Suggestion: Ed Brisson should have Stryfe victorious over Cable. The team exits this book or exists as back-up fodder and Stryfe’s mission and his MLF become the sole focus of everything going forward. Following this, Brisson is given Adam X, Exodus, Skids and Rusty Collins, Reignfire, Gideon, Six-Pack, and any other X-Force staple of the initial run so he can have his way with them and do for these properties what Grant Morrison did for Animal Man.
Okay, maybe the Grant Morrison comparison is me getting a little carried away. But damn if in two issues Brisson hasn’t made such a compelling character out of Stryfe. Last issue he gave him a sympathetic backstory of sorts. This issue, he fills his lines with badassery and some hard to argue points.
Look for Quentin Quire to start wearing a “STRYFE IS THE REAL NATHAN SUMMERS” t-shirt any day now. Hell, I might get one myself.

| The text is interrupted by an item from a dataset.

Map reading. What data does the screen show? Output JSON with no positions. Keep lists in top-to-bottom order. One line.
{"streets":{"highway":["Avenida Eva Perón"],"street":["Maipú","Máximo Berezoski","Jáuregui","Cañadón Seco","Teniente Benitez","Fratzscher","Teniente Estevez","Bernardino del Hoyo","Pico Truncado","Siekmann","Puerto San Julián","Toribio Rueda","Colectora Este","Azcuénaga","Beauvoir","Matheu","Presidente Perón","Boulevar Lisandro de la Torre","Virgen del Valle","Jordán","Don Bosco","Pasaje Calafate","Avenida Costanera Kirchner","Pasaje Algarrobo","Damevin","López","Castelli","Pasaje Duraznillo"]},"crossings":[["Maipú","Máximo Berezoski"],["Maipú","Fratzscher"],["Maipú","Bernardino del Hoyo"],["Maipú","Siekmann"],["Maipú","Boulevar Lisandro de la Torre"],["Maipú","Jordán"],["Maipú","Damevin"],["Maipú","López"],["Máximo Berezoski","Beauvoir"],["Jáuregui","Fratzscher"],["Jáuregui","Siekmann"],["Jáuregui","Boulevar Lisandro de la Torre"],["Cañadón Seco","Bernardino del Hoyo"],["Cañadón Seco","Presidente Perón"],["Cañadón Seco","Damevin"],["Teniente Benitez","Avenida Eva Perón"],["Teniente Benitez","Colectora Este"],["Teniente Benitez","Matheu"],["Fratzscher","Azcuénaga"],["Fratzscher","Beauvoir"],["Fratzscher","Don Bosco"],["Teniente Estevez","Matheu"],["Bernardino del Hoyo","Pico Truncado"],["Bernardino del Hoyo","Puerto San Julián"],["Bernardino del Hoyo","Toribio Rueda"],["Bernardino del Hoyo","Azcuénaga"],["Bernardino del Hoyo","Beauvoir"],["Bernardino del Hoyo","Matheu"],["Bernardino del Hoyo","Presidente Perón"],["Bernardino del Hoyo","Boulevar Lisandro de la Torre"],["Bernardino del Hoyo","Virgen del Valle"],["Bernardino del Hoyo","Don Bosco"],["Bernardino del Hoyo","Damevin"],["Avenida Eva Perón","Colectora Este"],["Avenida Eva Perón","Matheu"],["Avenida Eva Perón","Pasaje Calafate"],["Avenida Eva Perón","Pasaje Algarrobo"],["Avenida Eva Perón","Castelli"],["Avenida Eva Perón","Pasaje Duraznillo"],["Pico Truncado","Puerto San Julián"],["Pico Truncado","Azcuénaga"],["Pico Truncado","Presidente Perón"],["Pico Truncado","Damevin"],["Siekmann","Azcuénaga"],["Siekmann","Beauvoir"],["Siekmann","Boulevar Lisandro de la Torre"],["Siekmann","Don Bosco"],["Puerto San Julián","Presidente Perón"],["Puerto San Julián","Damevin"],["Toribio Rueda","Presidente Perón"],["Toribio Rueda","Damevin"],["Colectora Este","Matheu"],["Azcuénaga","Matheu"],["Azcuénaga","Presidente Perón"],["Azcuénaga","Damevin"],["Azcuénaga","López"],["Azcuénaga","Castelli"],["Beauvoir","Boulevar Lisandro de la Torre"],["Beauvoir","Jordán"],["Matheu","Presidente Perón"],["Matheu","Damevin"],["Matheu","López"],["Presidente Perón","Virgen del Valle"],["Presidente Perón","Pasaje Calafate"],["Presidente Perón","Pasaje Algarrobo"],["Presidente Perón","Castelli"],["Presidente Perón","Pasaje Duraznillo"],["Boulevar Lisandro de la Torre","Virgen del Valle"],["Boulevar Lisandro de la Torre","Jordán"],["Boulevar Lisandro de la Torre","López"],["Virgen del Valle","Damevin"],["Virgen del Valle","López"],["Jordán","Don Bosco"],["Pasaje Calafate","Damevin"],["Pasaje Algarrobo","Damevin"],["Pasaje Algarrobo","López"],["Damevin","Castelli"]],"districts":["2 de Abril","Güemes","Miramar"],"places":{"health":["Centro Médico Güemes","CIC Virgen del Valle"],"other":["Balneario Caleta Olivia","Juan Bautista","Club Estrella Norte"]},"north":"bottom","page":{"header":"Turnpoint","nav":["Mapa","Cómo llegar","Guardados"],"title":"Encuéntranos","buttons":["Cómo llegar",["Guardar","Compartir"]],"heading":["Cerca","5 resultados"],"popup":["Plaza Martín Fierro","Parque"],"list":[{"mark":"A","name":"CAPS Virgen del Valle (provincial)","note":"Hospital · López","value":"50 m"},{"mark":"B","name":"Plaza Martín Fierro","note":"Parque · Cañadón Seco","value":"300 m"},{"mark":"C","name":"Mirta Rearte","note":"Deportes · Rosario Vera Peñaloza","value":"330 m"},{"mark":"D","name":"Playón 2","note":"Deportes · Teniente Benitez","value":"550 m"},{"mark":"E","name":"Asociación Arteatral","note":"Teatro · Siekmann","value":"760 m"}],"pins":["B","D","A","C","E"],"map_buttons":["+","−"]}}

Dylan Burnett joins Damien Couceiro on art this issue. Despite my allergies to multiple artists on one book, it really seems like that is this year’s unavoidable trend here, and it seems at least that they have divided up art duties by character focus.
While I care less for a style that leans more toward cartoony, Burnett’s work complements the effort on characterization here and his settings are packed with detail. This world feels grimy, lived in, and reflective of the harsh times the characters exist in. The layouts are thoughtful and, again, something previous versions of this property lacked. Overall the art is like a marriage of the spirit of ’90s X-Force penciled with modern sensibilities and an indie lean.
X-Force was always intended to be Cable’s guerrilla version of the New Mutants grown up and Stryfe’s future is, of course, a damaged and dystopian one, so in this respect, the art is also very befitting of that.
Jesus Arburtov clearly gets this as well, and he washes the scenery in murkiness, cold isolating tones, and visual flair when expressing power or when the special effects call for it.
The only thing this issue seems to lack is the common B-plot or interlude that books of this period used to randomly drop in (and sometimes never pay off) but this is more of a general observation than a real gripe.
Ed Brisson continues to build a solid foundation for the type of X-writer he is: a talented and creative individual who can give you fan service and something new with more polish than a pair of ’90s shoulder pads. He focuses on character as much as plot and doesn’t skimp on action resulting in a near-complete read. Backed by moody art with distinctive character design, this is the kind of comic the original X-Force should have strived to be.